The way we travel and why it matters
Because of our multi-cultural origins, travel is a priority. For us, the experiences gained through travel are essential in building cultural awareness, understanding different lifestyle philosophies and remaining connected to our international roots. Even though we come from two different backgrounds, our approach to travel has always aligned; we want the local experience.
Our latest travels took us to Serbia (for our wedding…more on that in a later post) and Italy. Belgrade is easily one of our favorite European capitals for a number of reasons, including my own cultural roots. Due to their resilience, Serbians are feisty people, and this resonates in the culture. This can also be felt in the Berlin-esque ambiance of the city, defined by the emerging and alternative design scene and the trendy bars and restaurants all over the historic city. As connoisseurs of design, Square Nine, the only 5-star hotel in Belgrade, was a must-do for us. As frequent dwellers of the city that feels more like a home than a getaway, we rarely get to treat ourselves to hotel experiences. For the right occasion (our wedding), we decided to make an exception. Though the hotel is infused with foreign elements (Brazilian architect Isay Weinfeld who incorporated North American and Danish vintage pieces with an overall midcentury design motif), the execution of the project was perfect. In one of the few areas left in the city center for new construction, he respected the already existing architecture surrounding the hotel and blended it through a contemporary design with modern and historical touches. Quite a success if you ask most locals. Not to mention that the midcentury-styled bar with its lush fabrics, bronze, stone and wood elements has many thirst-quenching options, not least of all, the very wide-ranging selection of local wines, a trend that has been on the rise in the Balkans.
With the growing wine culture in Serbia, we wanted to visit a local winery for some time. Our favorite wine comes from the Aleksandrovic Winery, located in the Oplenac region of central Serbia. For some reason, our previous stays in Serbia had not allowed the time to explore this region, but we finally made it this time around. The history of wine dates back centuries in the Balkans and seems to be a lost art that has been revived. Once renowned through all of Europe, wines of the Balkans faced decades of difficulties, resulting in minimal distribution. In recent years, there has been a wave of change and a larger international interest in understanding the complexity of the grape varieties found in the region. The Aleksandrovic Winery is the largest private winery in Serbia, recognized for its rich and complex wines. We spent the afternoon in a pure sensory experience, tasting notable wines Aleksandrovic has to offer, perfectly paired with a traditional, gourmet Serbian 3-course meal, with the backdrop of the rolling green vegetal hills of the winery. The small, unassuming village of Vinča has much to offer its visitors indeed.

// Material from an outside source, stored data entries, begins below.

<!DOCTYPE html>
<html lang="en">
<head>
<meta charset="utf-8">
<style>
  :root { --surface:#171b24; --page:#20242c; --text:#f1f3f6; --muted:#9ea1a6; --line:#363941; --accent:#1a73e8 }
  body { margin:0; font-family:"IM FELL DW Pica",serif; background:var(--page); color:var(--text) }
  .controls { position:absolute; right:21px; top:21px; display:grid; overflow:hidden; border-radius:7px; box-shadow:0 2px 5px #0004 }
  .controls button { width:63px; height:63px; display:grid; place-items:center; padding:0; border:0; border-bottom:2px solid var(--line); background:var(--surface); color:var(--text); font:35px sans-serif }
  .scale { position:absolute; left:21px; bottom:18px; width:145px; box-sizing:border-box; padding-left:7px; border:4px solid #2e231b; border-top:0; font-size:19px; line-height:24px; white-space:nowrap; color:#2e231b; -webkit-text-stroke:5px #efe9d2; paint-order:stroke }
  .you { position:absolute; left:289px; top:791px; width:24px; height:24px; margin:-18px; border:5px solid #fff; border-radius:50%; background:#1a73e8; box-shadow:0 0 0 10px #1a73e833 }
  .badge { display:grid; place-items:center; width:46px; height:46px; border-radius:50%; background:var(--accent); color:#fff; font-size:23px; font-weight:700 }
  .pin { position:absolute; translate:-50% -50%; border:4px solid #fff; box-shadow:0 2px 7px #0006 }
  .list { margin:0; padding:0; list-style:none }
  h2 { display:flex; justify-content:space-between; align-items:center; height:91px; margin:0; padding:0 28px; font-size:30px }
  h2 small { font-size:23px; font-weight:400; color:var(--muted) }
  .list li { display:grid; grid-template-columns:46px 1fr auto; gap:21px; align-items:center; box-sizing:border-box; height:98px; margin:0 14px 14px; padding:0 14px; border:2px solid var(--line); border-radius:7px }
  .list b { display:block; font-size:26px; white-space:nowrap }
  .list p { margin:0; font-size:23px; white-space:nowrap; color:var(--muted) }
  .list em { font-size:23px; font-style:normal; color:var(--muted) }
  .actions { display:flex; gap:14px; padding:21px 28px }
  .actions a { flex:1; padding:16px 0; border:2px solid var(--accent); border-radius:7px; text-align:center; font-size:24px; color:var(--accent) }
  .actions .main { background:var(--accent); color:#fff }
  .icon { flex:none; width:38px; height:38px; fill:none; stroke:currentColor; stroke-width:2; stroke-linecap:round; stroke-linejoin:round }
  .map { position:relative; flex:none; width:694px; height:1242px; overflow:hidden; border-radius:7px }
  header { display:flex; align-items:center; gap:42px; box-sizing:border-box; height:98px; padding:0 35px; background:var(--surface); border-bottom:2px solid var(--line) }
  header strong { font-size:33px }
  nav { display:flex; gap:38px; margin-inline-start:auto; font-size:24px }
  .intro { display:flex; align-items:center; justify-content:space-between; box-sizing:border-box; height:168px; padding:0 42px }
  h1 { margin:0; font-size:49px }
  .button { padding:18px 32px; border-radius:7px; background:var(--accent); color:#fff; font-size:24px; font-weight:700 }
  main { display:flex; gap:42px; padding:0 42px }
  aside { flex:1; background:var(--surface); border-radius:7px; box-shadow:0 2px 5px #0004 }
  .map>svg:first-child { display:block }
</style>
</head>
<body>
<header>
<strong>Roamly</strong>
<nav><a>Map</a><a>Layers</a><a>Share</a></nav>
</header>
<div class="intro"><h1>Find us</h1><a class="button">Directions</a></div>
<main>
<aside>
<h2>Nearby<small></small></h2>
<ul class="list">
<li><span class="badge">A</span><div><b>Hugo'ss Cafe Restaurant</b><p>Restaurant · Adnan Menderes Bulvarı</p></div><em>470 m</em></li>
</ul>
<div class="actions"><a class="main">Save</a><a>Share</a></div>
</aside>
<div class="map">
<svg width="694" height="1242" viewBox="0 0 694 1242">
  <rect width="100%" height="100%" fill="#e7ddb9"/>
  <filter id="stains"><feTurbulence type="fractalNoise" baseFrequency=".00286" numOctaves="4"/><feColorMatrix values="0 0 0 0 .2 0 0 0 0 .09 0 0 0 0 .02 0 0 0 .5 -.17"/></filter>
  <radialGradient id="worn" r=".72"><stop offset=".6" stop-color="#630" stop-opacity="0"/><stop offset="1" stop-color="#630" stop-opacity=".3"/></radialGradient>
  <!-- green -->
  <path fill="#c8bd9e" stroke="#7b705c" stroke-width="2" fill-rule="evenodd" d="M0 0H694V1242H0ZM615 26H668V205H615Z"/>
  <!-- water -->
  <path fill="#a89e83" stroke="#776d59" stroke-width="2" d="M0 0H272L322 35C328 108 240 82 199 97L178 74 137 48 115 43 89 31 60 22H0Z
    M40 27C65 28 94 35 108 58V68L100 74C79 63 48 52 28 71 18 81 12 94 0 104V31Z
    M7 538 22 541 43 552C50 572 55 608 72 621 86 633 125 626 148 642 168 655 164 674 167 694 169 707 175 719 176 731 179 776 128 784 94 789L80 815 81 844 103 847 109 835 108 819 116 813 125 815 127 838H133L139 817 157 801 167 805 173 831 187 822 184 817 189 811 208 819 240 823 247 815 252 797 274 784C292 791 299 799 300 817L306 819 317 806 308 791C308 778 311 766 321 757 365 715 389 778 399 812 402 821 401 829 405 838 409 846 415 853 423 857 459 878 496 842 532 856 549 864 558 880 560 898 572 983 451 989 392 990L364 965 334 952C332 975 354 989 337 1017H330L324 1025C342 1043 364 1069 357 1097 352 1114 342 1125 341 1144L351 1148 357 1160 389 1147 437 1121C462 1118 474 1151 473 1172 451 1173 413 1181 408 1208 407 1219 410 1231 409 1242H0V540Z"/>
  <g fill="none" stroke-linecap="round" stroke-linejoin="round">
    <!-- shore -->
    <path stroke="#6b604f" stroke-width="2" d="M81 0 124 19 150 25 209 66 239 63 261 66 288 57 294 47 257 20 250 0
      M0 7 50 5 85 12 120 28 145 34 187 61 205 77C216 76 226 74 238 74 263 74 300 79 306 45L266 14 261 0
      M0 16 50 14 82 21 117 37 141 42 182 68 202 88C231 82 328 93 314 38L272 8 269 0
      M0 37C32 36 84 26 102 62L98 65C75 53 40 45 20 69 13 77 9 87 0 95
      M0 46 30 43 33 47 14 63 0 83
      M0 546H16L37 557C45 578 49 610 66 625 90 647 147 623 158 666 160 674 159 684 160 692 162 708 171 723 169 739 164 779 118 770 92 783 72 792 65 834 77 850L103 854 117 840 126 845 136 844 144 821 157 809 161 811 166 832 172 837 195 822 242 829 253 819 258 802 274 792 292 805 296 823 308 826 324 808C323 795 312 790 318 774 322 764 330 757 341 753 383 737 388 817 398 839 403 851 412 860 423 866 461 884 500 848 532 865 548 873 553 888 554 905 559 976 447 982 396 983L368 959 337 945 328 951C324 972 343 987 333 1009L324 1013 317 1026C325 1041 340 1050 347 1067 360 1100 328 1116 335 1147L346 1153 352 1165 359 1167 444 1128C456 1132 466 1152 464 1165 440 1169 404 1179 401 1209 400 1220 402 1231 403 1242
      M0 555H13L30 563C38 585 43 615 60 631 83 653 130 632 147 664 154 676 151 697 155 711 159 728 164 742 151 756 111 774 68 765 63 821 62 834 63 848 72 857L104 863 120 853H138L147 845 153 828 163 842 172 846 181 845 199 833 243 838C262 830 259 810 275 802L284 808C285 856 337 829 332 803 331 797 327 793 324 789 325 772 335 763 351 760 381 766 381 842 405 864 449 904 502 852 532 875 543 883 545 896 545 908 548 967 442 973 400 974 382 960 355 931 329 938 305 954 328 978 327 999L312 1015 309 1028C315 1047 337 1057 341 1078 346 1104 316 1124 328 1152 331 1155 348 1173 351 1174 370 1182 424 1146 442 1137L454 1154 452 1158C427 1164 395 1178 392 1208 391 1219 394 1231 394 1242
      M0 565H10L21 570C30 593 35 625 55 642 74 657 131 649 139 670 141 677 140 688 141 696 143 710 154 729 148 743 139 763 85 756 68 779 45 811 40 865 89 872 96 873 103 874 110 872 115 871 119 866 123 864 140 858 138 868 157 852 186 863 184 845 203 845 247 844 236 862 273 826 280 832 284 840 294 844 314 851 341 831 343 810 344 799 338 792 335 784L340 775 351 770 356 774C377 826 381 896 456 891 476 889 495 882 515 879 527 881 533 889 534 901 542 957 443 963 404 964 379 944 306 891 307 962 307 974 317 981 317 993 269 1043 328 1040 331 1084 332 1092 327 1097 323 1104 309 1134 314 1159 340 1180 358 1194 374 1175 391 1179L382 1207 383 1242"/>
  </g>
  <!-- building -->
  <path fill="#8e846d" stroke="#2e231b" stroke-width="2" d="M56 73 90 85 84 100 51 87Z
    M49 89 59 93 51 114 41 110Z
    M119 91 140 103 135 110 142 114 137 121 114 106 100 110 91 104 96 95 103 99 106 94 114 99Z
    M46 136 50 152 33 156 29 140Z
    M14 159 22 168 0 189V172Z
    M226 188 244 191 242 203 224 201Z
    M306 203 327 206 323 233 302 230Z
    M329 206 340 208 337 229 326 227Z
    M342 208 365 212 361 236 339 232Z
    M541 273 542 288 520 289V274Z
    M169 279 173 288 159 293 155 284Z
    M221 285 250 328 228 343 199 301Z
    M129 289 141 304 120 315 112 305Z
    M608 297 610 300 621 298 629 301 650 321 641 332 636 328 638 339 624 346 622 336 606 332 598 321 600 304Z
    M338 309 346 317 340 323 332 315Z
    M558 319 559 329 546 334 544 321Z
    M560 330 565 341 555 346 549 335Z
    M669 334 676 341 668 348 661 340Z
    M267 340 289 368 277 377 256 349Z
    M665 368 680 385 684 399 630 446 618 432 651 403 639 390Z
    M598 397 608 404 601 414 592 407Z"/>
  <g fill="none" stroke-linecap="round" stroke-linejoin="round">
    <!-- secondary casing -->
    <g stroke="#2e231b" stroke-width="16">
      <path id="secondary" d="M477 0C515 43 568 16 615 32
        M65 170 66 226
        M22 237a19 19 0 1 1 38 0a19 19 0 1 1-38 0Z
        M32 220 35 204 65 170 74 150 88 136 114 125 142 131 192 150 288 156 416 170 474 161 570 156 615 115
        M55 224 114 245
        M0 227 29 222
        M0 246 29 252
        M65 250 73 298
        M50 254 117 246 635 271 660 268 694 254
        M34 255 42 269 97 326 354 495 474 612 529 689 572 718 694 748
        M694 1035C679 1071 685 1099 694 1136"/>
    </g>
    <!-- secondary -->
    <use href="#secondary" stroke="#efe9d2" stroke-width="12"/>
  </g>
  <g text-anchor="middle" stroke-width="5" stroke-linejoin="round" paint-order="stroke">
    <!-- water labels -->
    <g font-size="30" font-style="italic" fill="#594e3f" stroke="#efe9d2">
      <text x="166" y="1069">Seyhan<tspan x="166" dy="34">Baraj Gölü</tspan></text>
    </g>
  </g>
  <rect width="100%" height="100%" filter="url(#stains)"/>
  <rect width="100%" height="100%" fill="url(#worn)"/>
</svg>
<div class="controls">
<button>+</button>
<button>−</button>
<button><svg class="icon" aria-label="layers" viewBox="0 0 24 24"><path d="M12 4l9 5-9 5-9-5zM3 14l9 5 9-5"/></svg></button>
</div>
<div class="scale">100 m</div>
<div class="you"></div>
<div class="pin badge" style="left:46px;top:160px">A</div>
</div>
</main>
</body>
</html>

One sensory experience led us to another.
The sole purpose for our time in Rome was to relax, unwind, and of course, eat. Having already visited this beautiful capital, the objective was to find the most calming, local oasis possible. After a bit of research, we found MyNavona, the perfect b&b-esque accommodation designed by local architects. Situated in an ancient Roman building in the center of the city, the design is clean and simplistic and incorporates plenty of natural materials, highlighted by an immense amount of natural light. It is the attention to details that is really exceptional here. From a design standpoint, the Herringbone wood floors, natural color palette, and carefully selected linens blend decadence with simplicity, creating a pure sanctuary for travelers.
Aside from our wedding, the highlight of the trip was our divine cooking class experience with Roman Chef Andrea Consoli. Food being a pillar of Italian culture, our chef explained the evolution of Roman cuisine and the importance of local and seasonal products, something we personally try to live by at home. Our love of Italian food and history brought us to the quintessential culinary experience in Italy, which led to our unforgettable encounter with the chef. The undeniable bond created was the most unexpectedly pleasant surprise imaginable. But they do say that food has a way of connecting people!
In our lifestyle, local everything is truly a virtue for us. Making that connection in our travels is so gratifying and enlightening. Experiencing local culture and making human connections allows one to appreciate the way others live and what impacts lifestyle choices. This is the concrete foundation of what we are creating with Maredi. and our approach to design.